A 72-year-old white man was referred with uveitis-glaucoma-hyphema (UGH) syndrome in an eye with a scleral-fixated three-piece IOL. Before the onset of his complicated surgical course, the patient had a BCVA of 20/20-1 in the left eye after removal of an epiretinal membrane. However, his IOL later dislocated and he underwent sutureless intrascleral posterior chamber IOL implantation of an AcrySof Multipiece MA60AC lens (Alcon).
Postoperatively, the patient developed UGH syndrome with vitreous hemorrhage. His IOP reached as high as 62 mm Hg on Goldmann applanation tonometry. Anterior segment ultrasound biomicroscopy (UBM) demonstrated optic tilt resulting in iris chafing (Figure 1). Topical medication was used to control his IOP, and the scleral-fixated IOL was repositioned 1 mm posterior to the previous location.
Figure 2. UBM showed persistent scleral-fixated IOL optic-iris contact causing UGH syndrome. Ciliary body edema can also be appreciated.
Postoperatively, the patient developed persistent anterior uveitis despite use of a combined tobramycin and dexamethasone drop four times daily. His IOP was controlled at 11 mm Hg using timolol, brimonidine, and bimatoprost.
UGH syndrome recurred, and the IOL remained malpositioned, with UBM demonstrating optic tilt with iris contact (Figure 2). In determining how to proceed, we considered the following questions:
- When is medical management the conclusive treatment for UGH syndrome?
- What prompts the consideration of surgical management in UGH syndrome?
- What is the preferred surgical approach for UGH syndrome secondary to iris chafing?
UBM studies have shown that UGH syndrome is associated with IOL malpositioning.1 Optic tilt of scleral-fixated IOLs is associated with higher complication rates.2 It is thought that vitreous incarceration at the haptics and iris contact by the IOL optic are the causes of the chronic inflammation.3
Several strategies for surgical remediation of UGH syndrome in these situations have been described. UGH syndrome is the cause of 10% of IOL exchanges.4 Lenses can be repositioned in the sulcus without sutures in 38% of cases.5 When other techniques fail, one can also consider iris fixation.6 The iris-fixation technique we used in the current case is described below.
Step-by-step technique. In surgery, the IOL was removed from the scleral tunnels and repositioned using a modified McCannel iris-fixation technique (see Watch It Now). With this technique, the conjunctiva is dissected away from the limbus using blunt Westcott scissors in the areas corresponding to the scleral tunnels. A standard incision scalpel is used to de-roof the scleral tunnel and expose the first haptic.
A stab incision is used to create a paracentesis at the limbus. Next, the anterior chamber is filled with an OVD such as Healon (Johnson & Johnson Vision). A second limbal paracentesis is then fashioned, and microforceps (DORC) are passed through this incision and across the anterior chamber to grasp the haptic located posterior to the iris on the opposite side of the eye. Steady traction is applied to release the haptic from the scleral tunnel.

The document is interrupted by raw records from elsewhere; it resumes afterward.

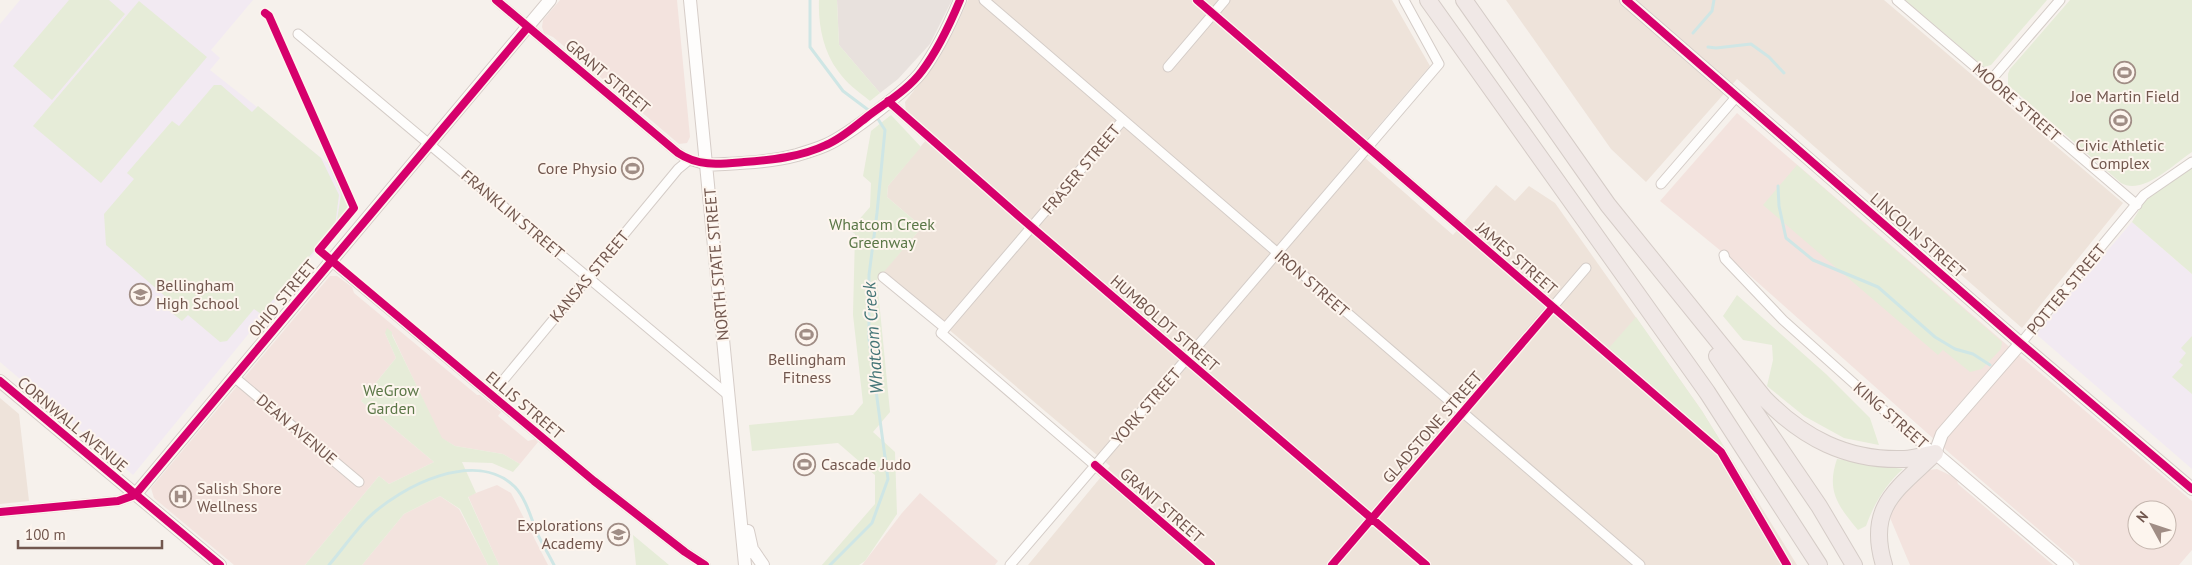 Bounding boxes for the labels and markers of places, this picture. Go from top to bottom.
sports icon: Joe Martin Field [2113,60,2137,84]
place label: Joe Martin Field [2070,86,2179,106]
sports icon: Civic Athletic Complex [2108,109,2132,133]
place label: Civic Athletic Complex [2075,135,2165,173]
sports icon: Core Physio [621,156,645,180]
place label: Core Physio [537,158,617,178]
place label: Bellingham High School [156,275,239,313]
school or university icon: Bellingham High School [128,282,152,306]
sports icon: Bellingham Fitness [795,323,819,347]
place label: Bellingham Fitness [768,349,846,387]
sports icon: Cascade Judo [793,452,817,476]
place label: Cascade Judo [821,454,911,474]
place label: Salish Shore Wellness [197,478,282,516]
hospital icon: Salish Shore Wellness [169,485,193,509]
place label: Explorations Academy [517,515,604,553]
school or university icon: Explorations Academy [607,522,631,546]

A spatula is passed posterior to the optic for support, and, with the microforceps still grasping the haptic, the spatula is used to apply anterior force on the optic. The optic is prolapsed forward until pupillary capture is achieved. The second haptic is similarly released from its scleral tunnel. Once full pupillary capture is achieved, the optic rests in the anterior chamber while both haptics stay apposed to the posterior iris surface.
A 10-0 polypropylene (Prolene) suture on a long, curved CIF-4 needle (Ethicon) is used to execute the modified McCannel technique. Two clear corneal paracentesis stab incisions are placed along the path of insertion that the needle will make. The CIF-4 needle is then passed through the mid-iris stroma, underneath the haptic, back through the iris stroma into the anterior chamber, and out through the limbus on the opposite side of the cornea. Both sutures are placed before either needle is removed completely from the eye and cut from the 10-0 polypropylene suture.
Figure 3. Postoperative anterior segment photographs: Black arrow indicates the position of a visible iris suture (A). Retroillumination image of the same eye demonstrated previous iris transillumination defects (B).
Figure 4. Postoperative UBM showed a well-centered lens. UBM directed in the plane of the iris sutures demonstrated the apposition of the IOL to the posterior iris (A). UBM portrayed the optic in good alignment relative to the posterior iris with minimal tilt (B).
This patient's UGH syndrome resolved after repositioning the scleral-fixated IOL with iris fixation. UBM demonstrated absence of optic tilt, with uniform vaulting of the optic away from the iris (Figures 3 and 4). No adverse events have been noted now at 1 year after IOL repositioning using the technique described. The patient's final visual acuity was 20/20.